Available data START

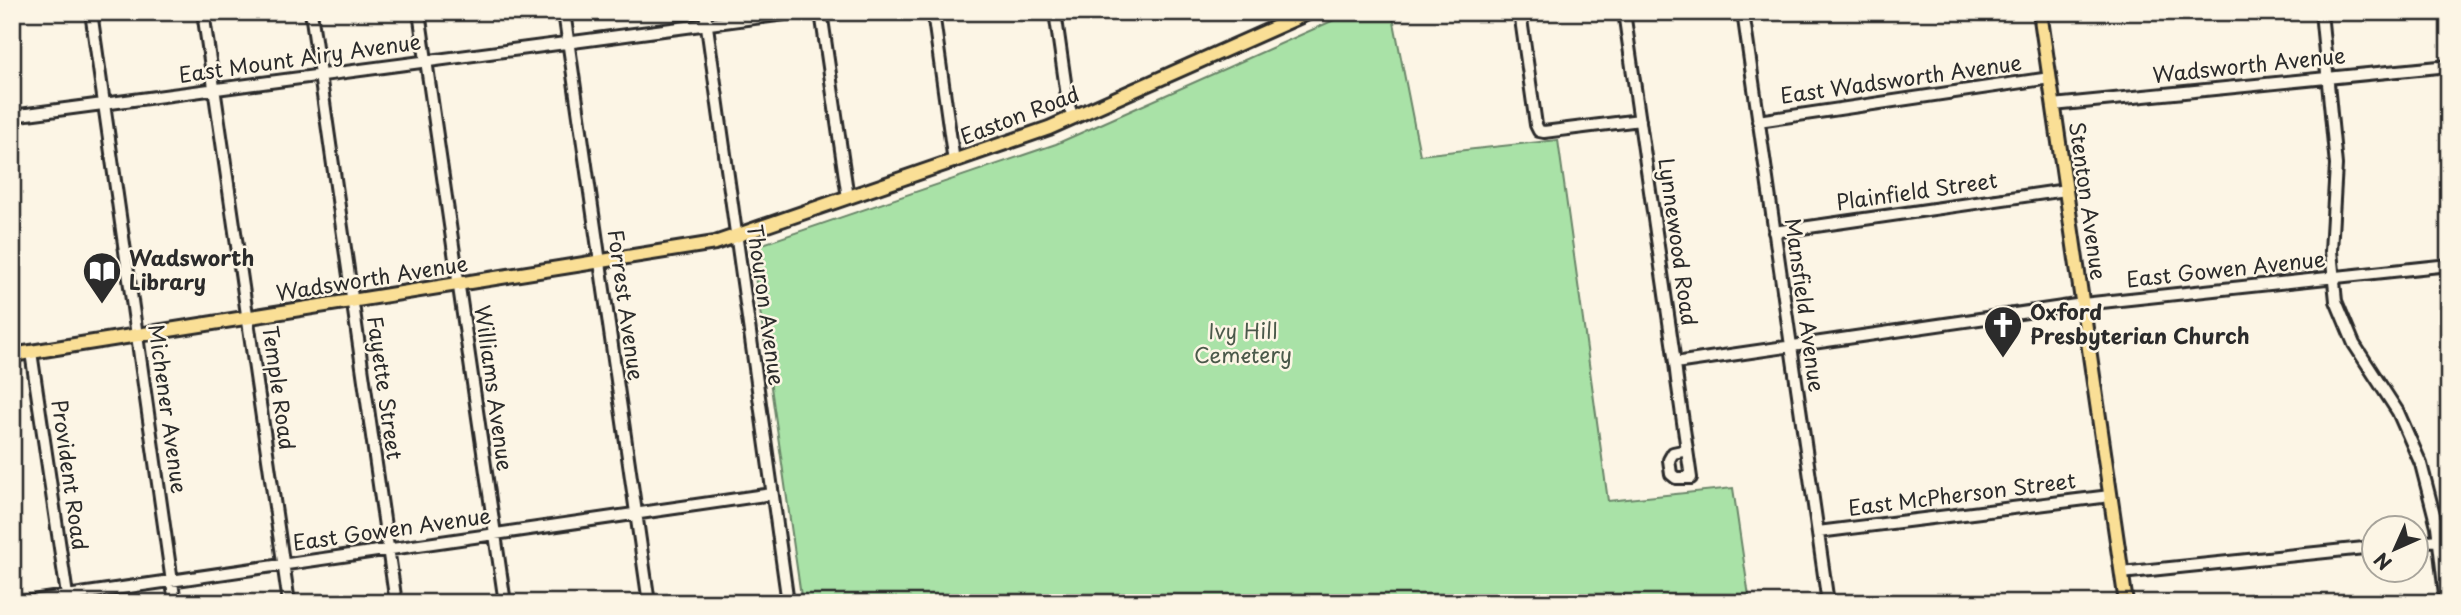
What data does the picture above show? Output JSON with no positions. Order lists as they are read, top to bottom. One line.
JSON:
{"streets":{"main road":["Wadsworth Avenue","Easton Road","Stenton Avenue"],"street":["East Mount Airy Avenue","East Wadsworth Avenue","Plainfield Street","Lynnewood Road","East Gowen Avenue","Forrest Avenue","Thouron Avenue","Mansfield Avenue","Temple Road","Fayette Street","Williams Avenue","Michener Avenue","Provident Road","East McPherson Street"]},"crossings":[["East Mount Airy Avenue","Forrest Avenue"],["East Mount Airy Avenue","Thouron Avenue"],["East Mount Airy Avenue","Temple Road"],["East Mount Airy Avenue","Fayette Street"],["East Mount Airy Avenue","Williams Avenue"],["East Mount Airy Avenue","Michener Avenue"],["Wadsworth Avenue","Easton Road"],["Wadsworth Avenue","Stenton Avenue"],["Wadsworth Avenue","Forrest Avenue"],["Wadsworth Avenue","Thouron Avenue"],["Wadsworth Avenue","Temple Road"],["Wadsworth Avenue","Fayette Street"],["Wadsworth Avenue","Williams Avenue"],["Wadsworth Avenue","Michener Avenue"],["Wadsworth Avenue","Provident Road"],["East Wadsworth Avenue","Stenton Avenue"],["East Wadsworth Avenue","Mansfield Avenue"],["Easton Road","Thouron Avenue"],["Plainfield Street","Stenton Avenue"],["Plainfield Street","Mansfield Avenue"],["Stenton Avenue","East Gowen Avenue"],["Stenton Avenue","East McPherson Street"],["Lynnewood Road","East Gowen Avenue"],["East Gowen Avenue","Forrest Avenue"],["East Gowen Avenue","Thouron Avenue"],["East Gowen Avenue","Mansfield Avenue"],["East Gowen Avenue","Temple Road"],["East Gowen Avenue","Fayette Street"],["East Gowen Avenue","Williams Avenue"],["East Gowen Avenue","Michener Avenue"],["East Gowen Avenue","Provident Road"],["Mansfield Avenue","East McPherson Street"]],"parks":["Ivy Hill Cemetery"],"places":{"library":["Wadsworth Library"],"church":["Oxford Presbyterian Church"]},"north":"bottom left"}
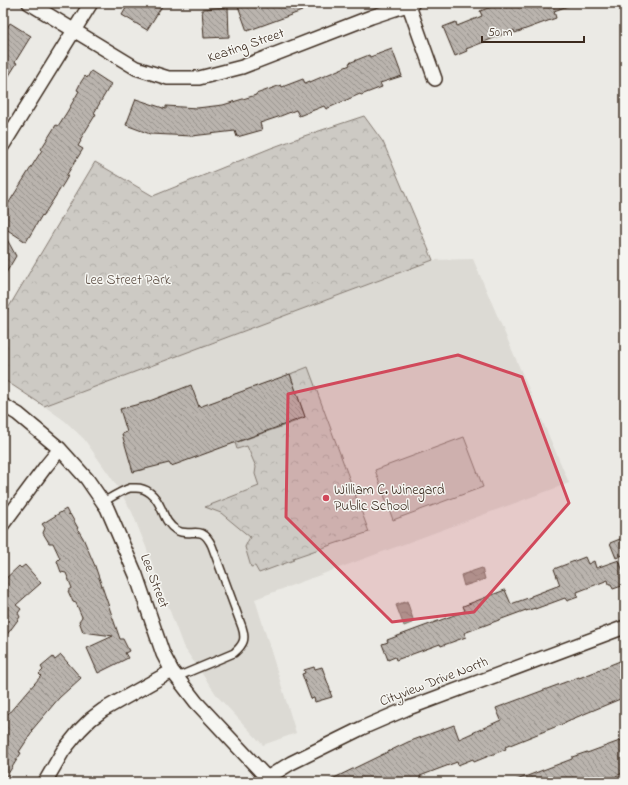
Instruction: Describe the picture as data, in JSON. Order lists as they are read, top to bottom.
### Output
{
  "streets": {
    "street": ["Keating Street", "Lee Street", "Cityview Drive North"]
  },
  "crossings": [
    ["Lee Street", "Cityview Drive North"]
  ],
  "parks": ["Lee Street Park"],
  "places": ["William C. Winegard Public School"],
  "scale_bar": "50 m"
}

Available data END
Available data START

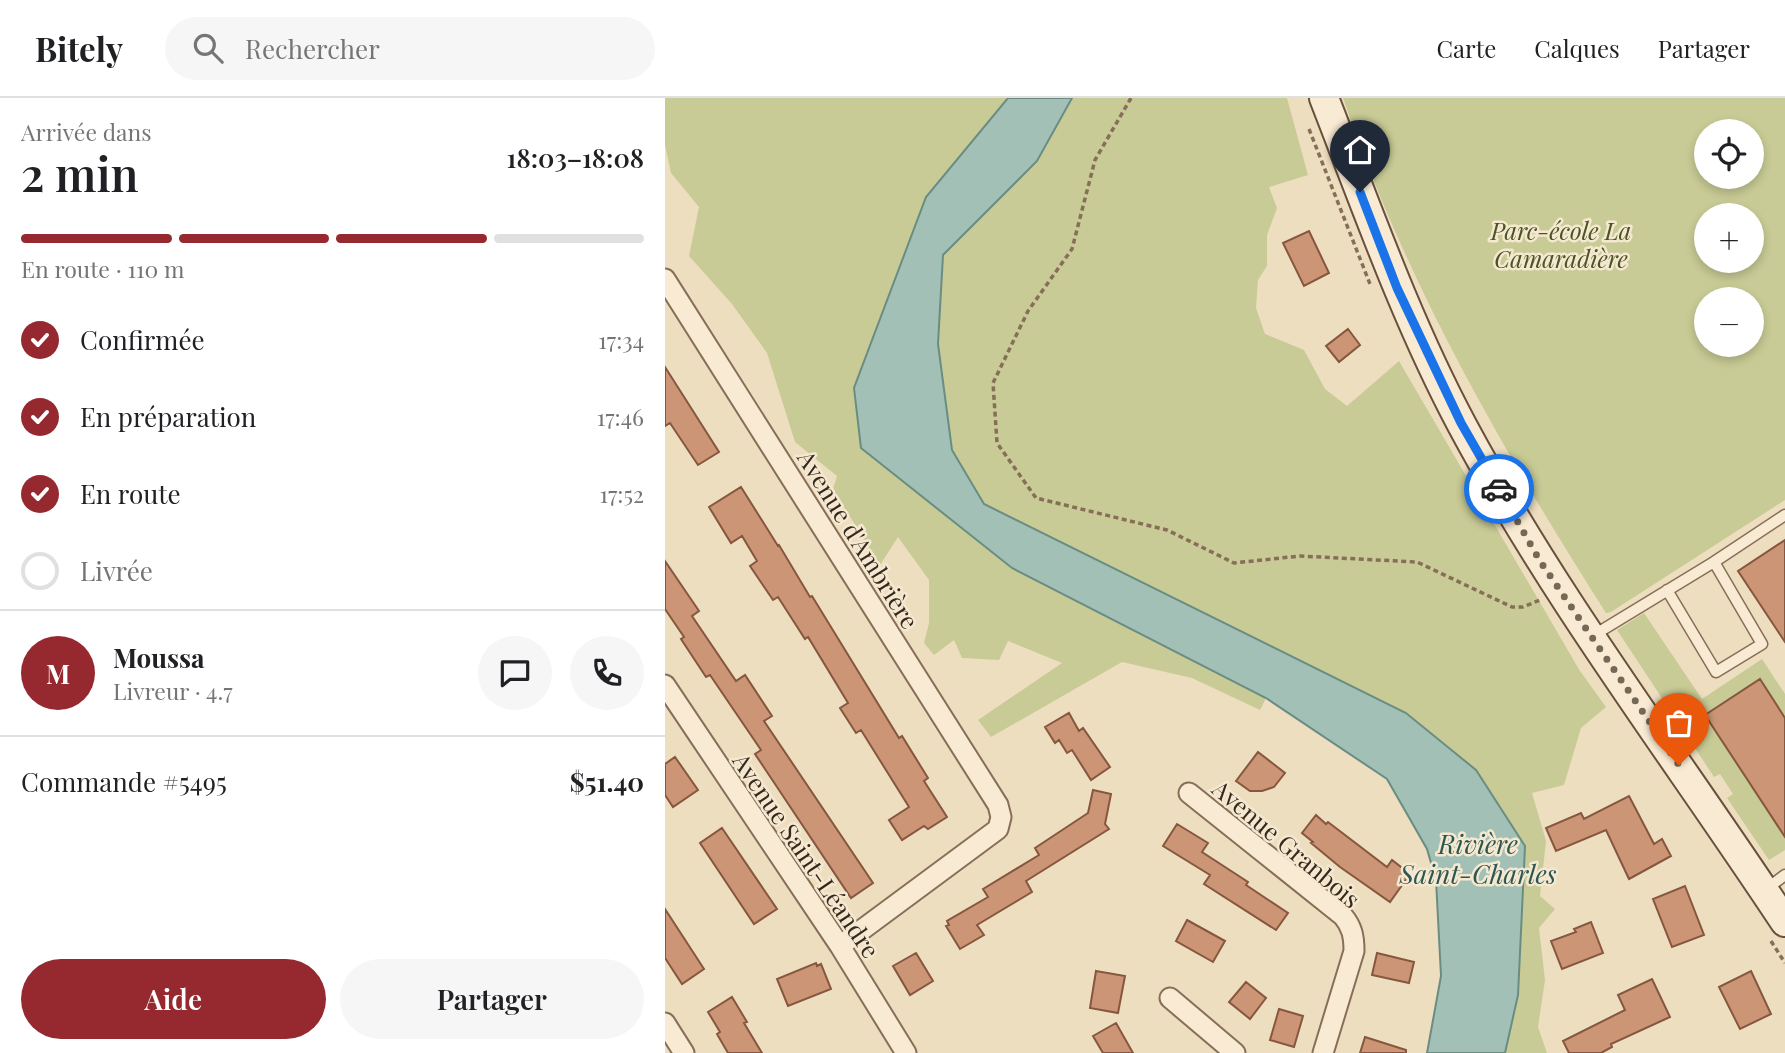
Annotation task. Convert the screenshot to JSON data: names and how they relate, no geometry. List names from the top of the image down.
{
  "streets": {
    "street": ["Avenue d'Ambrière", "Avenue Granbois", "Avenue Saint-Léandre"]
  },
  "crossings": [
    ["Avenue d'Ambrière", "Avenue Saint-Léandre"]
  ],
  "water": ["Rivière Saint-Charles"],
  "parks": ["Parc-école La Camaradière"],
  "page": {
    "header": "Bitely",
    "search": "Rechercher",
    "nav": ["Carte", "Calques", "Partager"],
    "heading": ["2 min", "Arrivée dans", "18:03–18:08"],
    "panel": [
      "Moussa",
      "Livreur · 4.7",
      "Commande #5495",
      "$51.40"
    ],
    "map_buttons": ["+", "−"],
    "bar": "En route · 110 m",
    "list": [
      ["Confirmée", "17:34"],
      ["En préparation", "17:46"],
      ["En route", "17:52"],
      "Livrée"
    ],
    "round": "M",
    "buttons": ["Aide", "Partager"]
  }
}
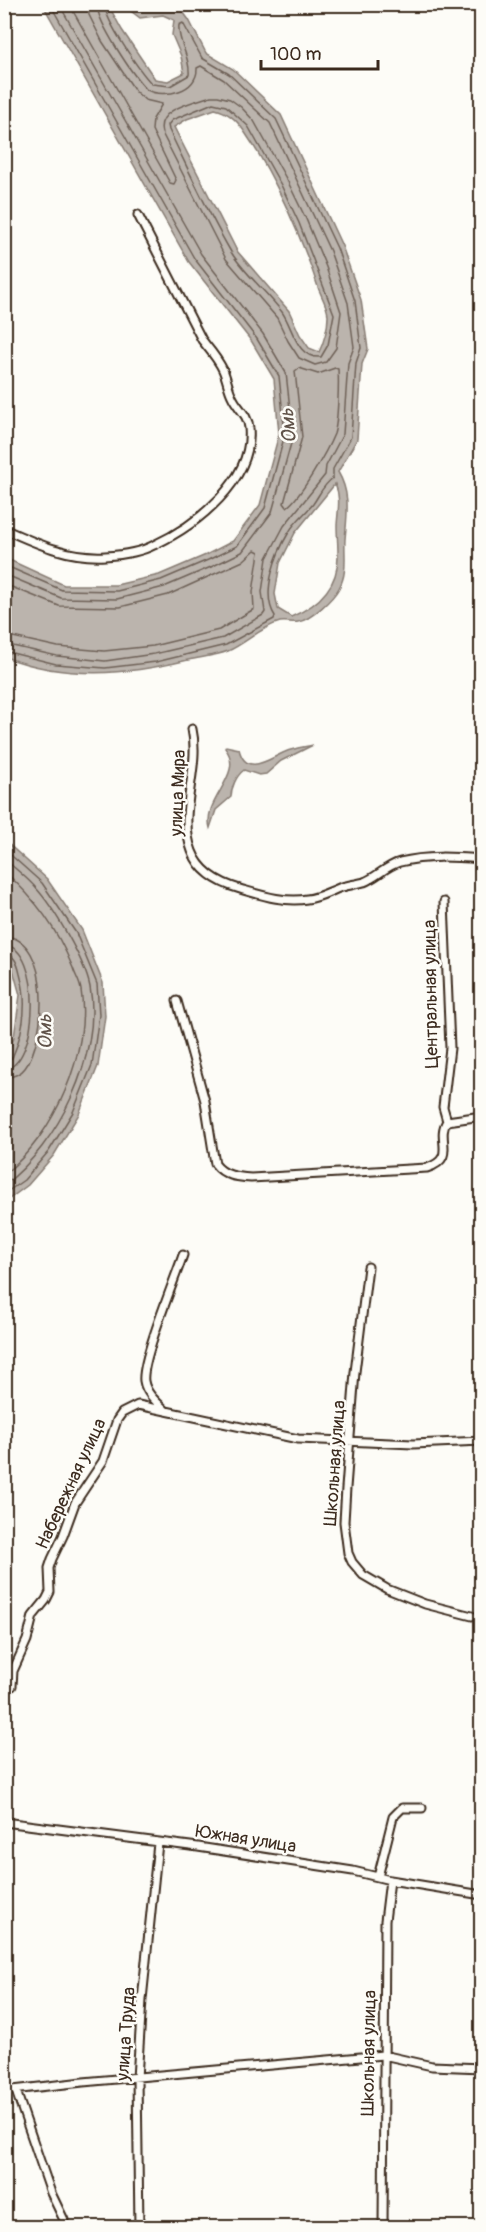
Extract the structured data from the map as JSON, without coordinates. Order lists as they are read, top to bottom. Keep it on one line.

Available data END

[Problem description]
How would the lines above read from the one with "What data does" to the one with "Instruction: Describe the", inclusive, with no pictures? Write them out exactly.

[Result for this exercise]
What data does the picture above show? Output JSON with no positions. Order lists as they are read, top to bottom. One line.
JSON:
{"streets":{"main road":["Wadsworth Avenue","Easton Road","Stenton Avenue"],"street":["East Mount Airy Avenue","East Wadsworth Avenue","Plainfield Street","Lynnewood Road","East Gowen Avenue","Forrest Avenue","Thouron Avenue","Mansfield Avenue","Temple Road","Fayette Street","Williams Avenue","Michener Avenue","Provident Road","East McPherson Street"]},"crossings":[["East Mount Airy Avenue","Forrest Avenue"],["East Mount Airy Avenue","Thouron Avenue"],["East Mount Airy Avenue","Temple Road"],["East Mount Airy Avenue","Fayette Street"],["East Mount Airy Avenue","Williams Avenue"],["East Mount Airy Avenue","Michener Avenue"],["Wadsworth Avenue","Easton Road"],["Wadsworth Avenue","Stenton Avenue"],["Wadsworth Avenue","Forrest Avenue"],["Wadsworth Avenue","Thouron Avenue"],["Wadsworth Avenue","Temple Road"],["Wadsworth Avenue","Fayette Street"],["Wadsworth Avenue","Williams Avenue"],["Wadsworth Avenue","Michener Avenue"],["Wadsworth Avenue","Provident Road"],["East Wadsworth Avenue","Stenton Avenue"],["East Wadsworth Avenue","Mansfield Avenue"],["Easton Road","Thouron Avenue"],["Plainfield Street","Stenton Avenue"],["Plainfield Street","Mansfield Avenue"],["Stenton Avenue","East Gowen Avenue"],["Stenton Avenue","East McPherson Street"],["Lynnewood Road","East Gowen Avenue"],["East Gowen Avenue","Forrest Avenue"],["East Gowen Avenue","Thouron Avenue"],["East Gowen Avenue","Mansfield Avenue"],["East Gowen Avenue","Temple Road"],["East Gowen Avenue","Fayette Street"],["East Gowen Avenue","Williams Avenue"],["East Gowen Avenue","Michener Avenue"],["East Gowen Avenue","Provident Road"],["Mansfield Avenue","East McPherson Street"]],"parks":["Ivy Hill Cemetery"],"places":{"library":["Wadsworth Library"],"church":["Oxford Presbyterian Church"]},"north":"bottom left"}
Instruction: Describe the picture as data, in JSON. Order lists as they are read, top to bottom.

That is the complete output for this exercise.